I don’t smoke. I don’t like smoke. I sit in the non-smoking section of restaurants. In fact, I favor a smoking ban on publicly owned property in closely confined areas where non-smokers have no easy escape from tobacco fumes.

That said, most smoking bans are pernicious. They represent prying, busybody government at its worst — regulations without any respect for property rights, foisted on the public by anti-tobacco zealots armed with pseudo-science — about which more in a moment.

But first, let’s turn the clock back a few years.

Remember TIPS, the Terrorism Information and Prevention System? It was the brainchild of the Bush administration, designed to transform us into a nation of meddlers, each of us spying on the rest, then reporting to the feds if it looked as if terrorism was afoot.

Happily, Congress killed TIPS in the Homeland Security Act of 2002. The justifiable concern was that overzealous, prejudiced or vindictive informants would somehow find a national security risk lurking behind ordinary, everyday conduct.

Unhappily, some Arizonans want to reincarnate TIPS. Indeed, the same acronym could apply, but with a slight change: Tobacco Information and Prevention System.

The new version of TIPS is part of the Smoke-Free Arizona initiative, which provides for oral or written anonymous reporting of such horrific acts as failure to remove all ashtrays or post no-smoking signs in shops and offices.

Reporting is easy: “Any member of the public may report a violation.… The department shall … establish an e‑mail address and toll-free telephone number” for that purpose. So if there’s a storeowner you don’t like, or a competitor who needs to be taken down a peg, or a boss who didn’t give you the raise you deserved, just file an anonymous report and hope that some state official finds a violation, which could mean a fine of up to $500 per day.

Civilian armies that watch over their neighbors; a government mole in every restaurant, those tactics sunk the original TIPS.

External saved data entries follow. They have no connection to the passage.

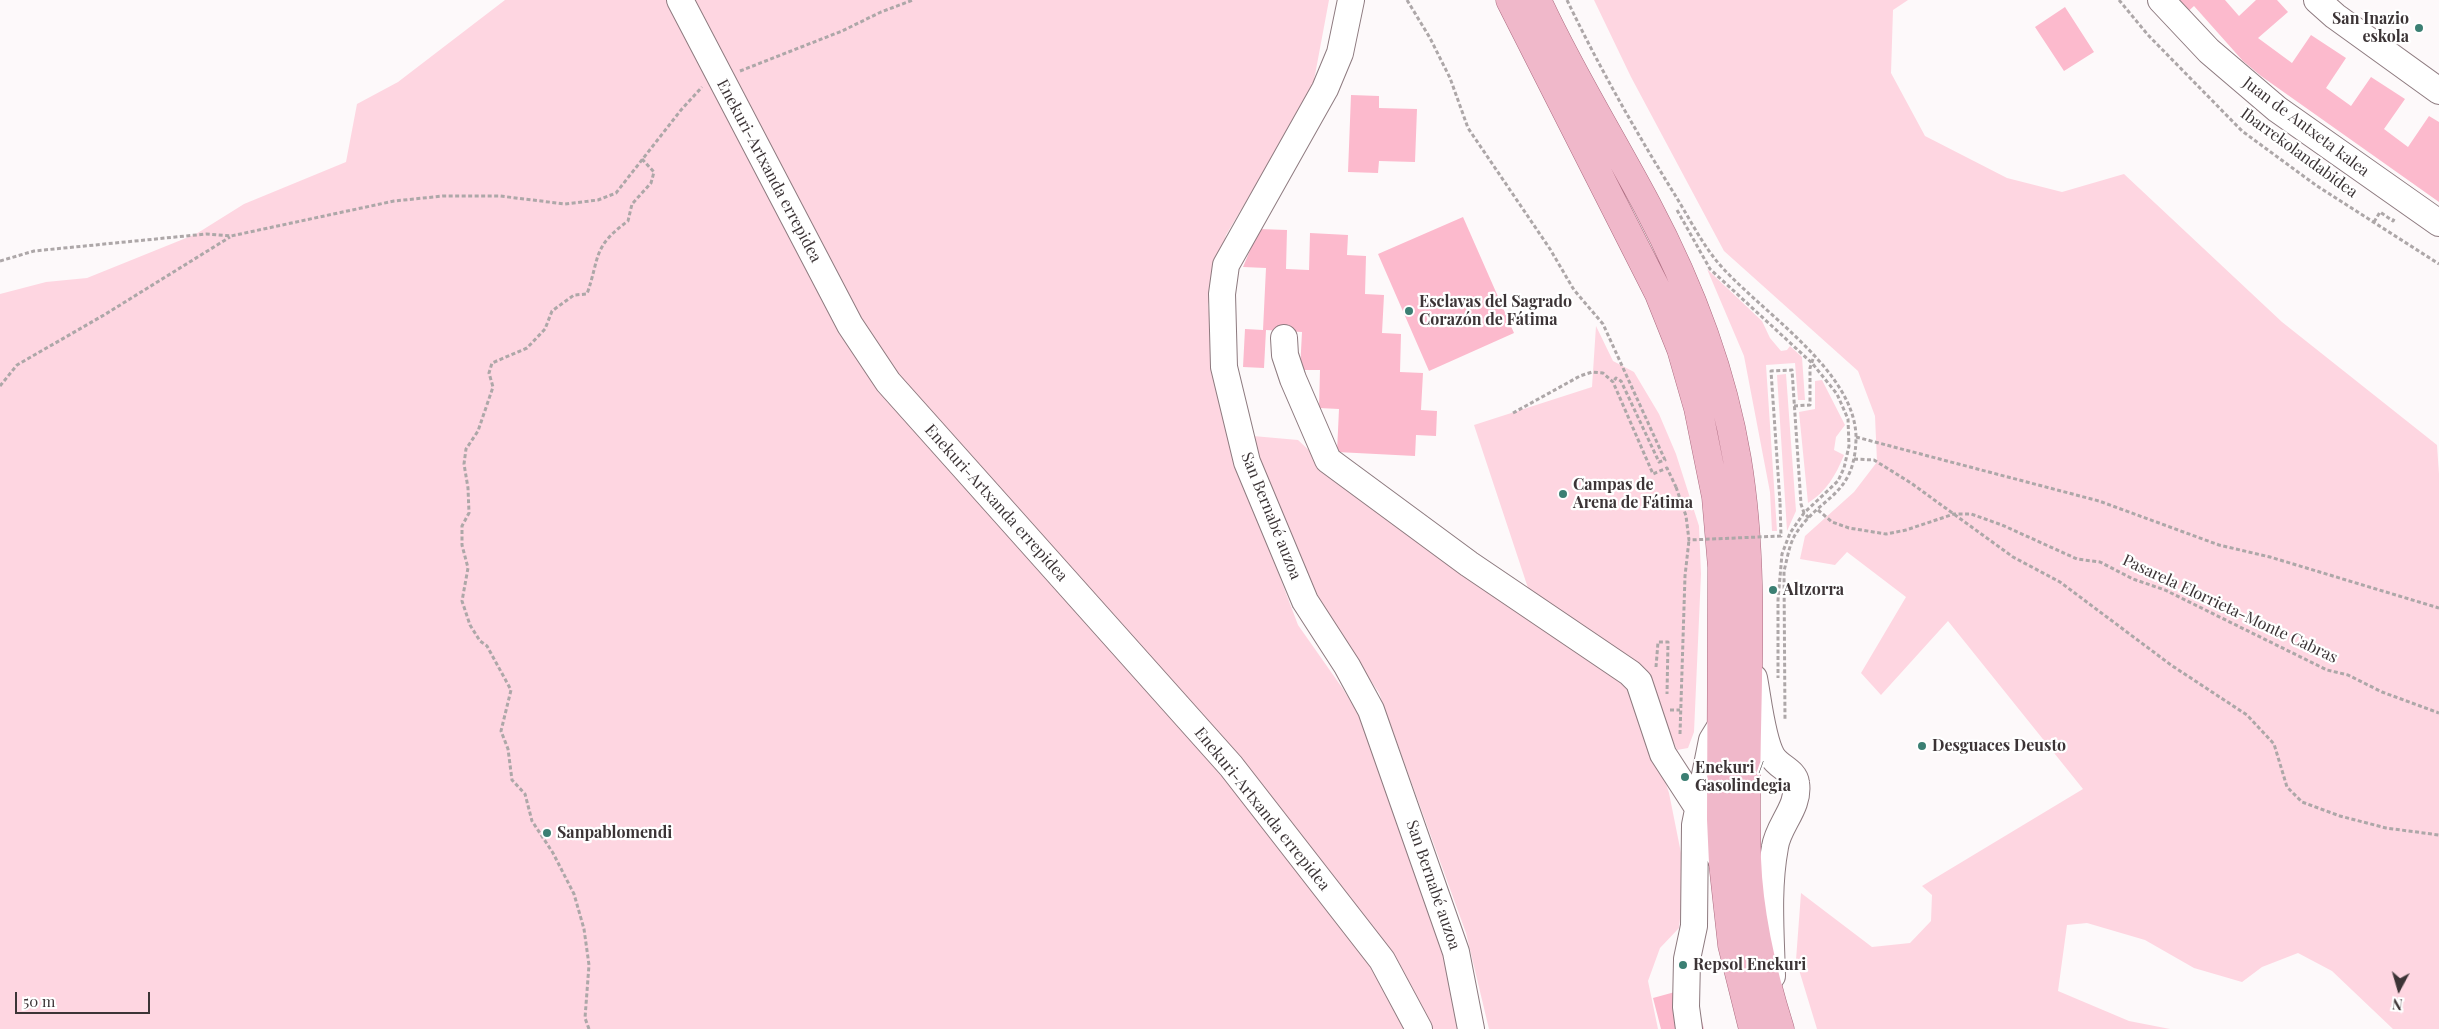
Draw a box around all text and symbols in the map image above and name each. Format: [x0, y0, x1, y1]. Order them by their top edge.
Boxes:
place label: San Inazio eskola [2332, 9, 2409, 47]
marker: San Inazio eskola [2413, 22, 2425, 34]
street label: Juan de Antxeta kalea [2239, 73, 2373, 181]
street label: Enekuri-Artxanda errepidea [713, 76, 825, 266]
street label: Ibarrekolandabidea [2237, 104, 2361, 202]
place label: Esclavas del Sagrado Corazón de Fátima [1419, 292, 1572, 330]
marker: Esclavas del Sagrado Corazón de Fátima [1403, 305, 1415, 317]
street label: Enekuri-Artxanda errepidea [920, 421, 1072, 585]
street label: San Bernabé auzoa [1237, 450, 1305, 582]
place label: Campas de Arena de Fátima [1573, 475, 1693, 513]
marker: Campas de Arena de Fátima [1557, 488, 1569, 500]
street label: Pasarela Elorrieta-Monte Cabras [2119, 551, 2341, 667]
place label: Altzorra [1783, 580, 1844, 600]
marker: Altzorra [1767, 584, 1779, 596]
street label: Enekuri-Artxanda errepidea [1190, 724, 1334, 894]
place label: Desguaces Deusto [1932, 736, 2066, 756]
marker: Desguaces Deusto [1916, 740, 1928, 752]
place label: Enekuri / Gasolindegia [1695, 758, 1791, 796]
marker: Enekuri / Gasolindegia [1679, 771, 1691, 783]
street label: San Bernabé auzoa [1402, 818, 1464, 952]
place label: Sanpablomendi [557, 823, 672, 843]
marker: Sanpablomendi [541, 827, 553, 839]
place label: Repsol Enekuri [1693, 955, 1806, 975]
marker: Repsol Enekuri [1677, 959, 1689, 971]
north arrow [2374, 964, 2424, 1014]
scale bar [18, 982, 152, 1014]
text: 50 m [23, 991, 55, 1011]
text: N [2391, 994, 2403, 1014]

But this time around, Arizonans have to cope with an enemy more dangerous than mere terrorists: secondhand smoke, in private businesses where people work (voluntarily) and shop (voluntarily).

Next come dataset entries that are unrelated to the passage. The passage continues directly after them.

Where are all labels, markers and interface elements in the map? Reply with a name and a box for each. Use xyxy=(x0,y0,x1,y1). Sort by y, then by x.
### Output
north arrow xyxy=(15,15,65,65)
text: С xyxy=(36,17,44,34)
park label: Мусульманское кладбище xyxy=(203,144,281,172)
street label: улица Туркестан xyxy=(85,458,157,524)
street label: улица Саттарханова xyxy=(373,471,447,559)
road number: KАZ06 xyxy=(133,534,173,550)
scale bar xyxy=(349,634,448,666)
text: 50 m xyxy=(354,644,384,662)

After all, the Environmental Protection Agency, in its landmark 1993 study — cited prominently in the Smoke-Free Arizona initiative — warned that secondhand smoke is a carcinogen that annually causes thousands of deaths from lung cancer.

Hmm, maybe not.

Five years after the study was released, a federal judge lambasted the EPA for “cherry picking” the data, excluding studies that “demonstrated no association between ETS (environmental tobacco smoke) and cancer.”

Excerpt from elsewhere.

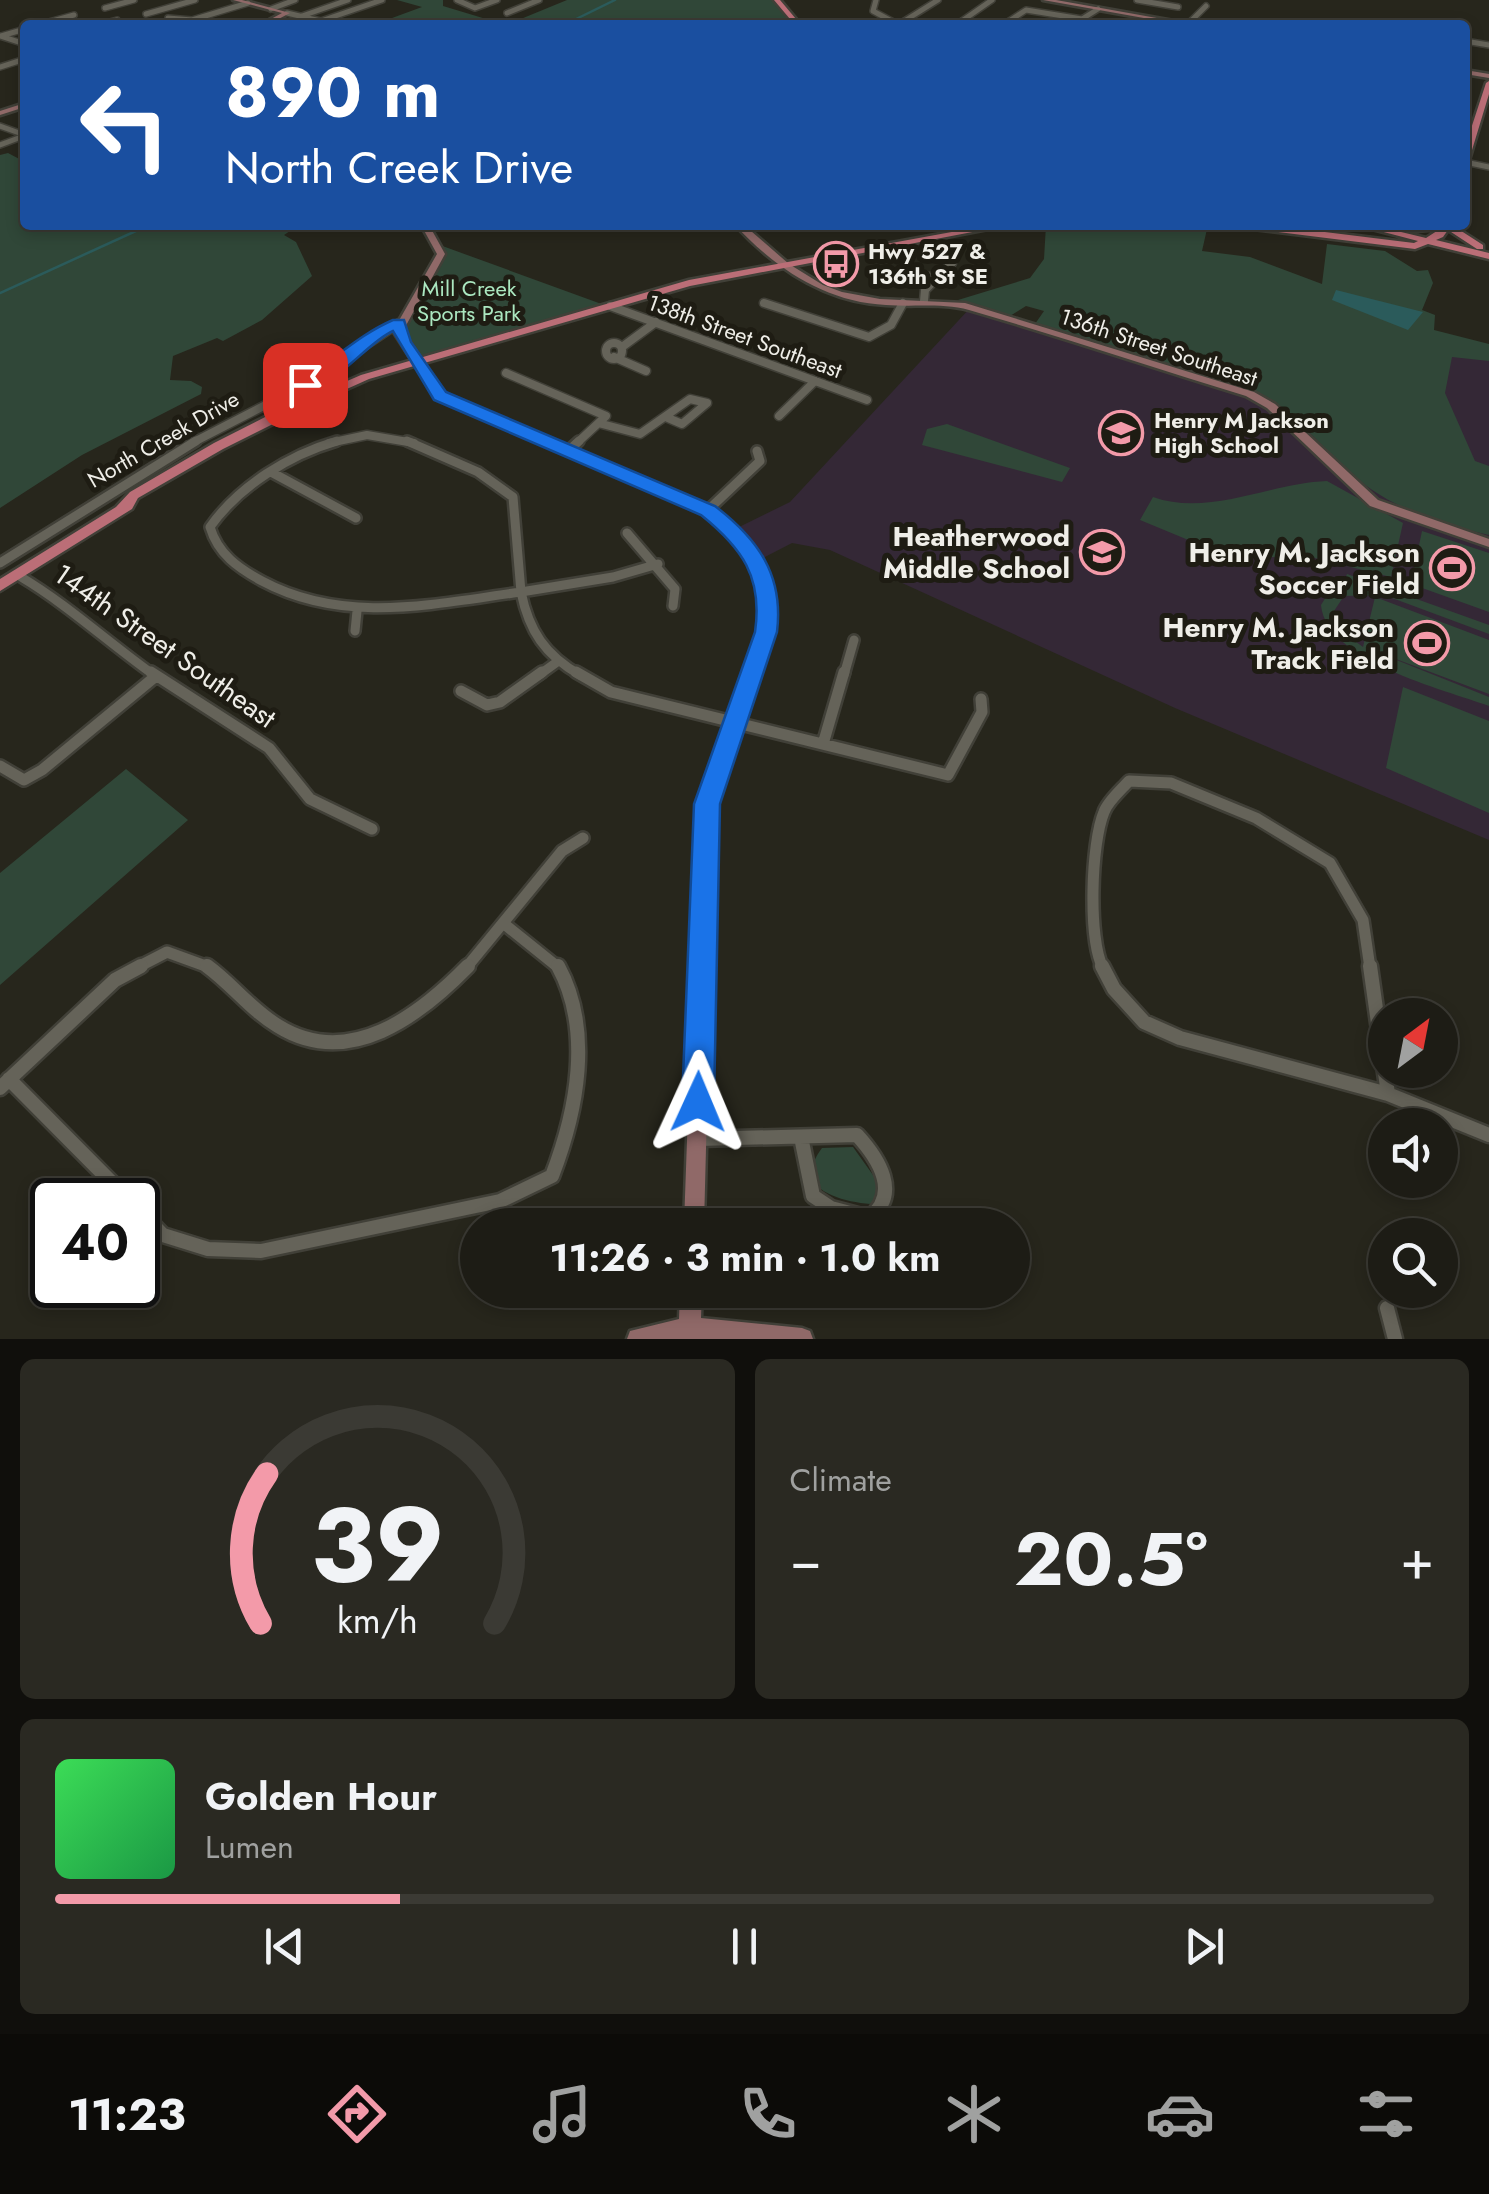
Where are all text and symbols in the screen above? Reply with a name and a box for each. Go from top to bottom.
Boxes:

And two years before that, the American Heart Association journal, Circulation, reported no increase in coronary heart disease associated with secondhand smoke “at work or in other settings.”

So what? Maybe secondhand smoke doesn’t kill people, but how about the harm to those with asthma, respiratory infections or eye allergies?

Well, listen to Jane Gravelle of the Congressional Research Service, testifying before Congress in 1994: “The statistical evidence does not appear to support a conclusion that there are substantial health effects from passive smoking.”

The war on tobacco started with a proven truth: primary smoke is a high-risk factor for lung cancer, bronchitis and emphysema. But that fact has mushroomed into an assortment of untruths, eroding the credibility of government agencies and the rule of law.

Smoking bans are really about unrestrained government, an anti-tobacco crusade against thousands of private businesses and millions of smokers without grounding in fairness or common sense, and without an appreciation for the principles that nourish a free society.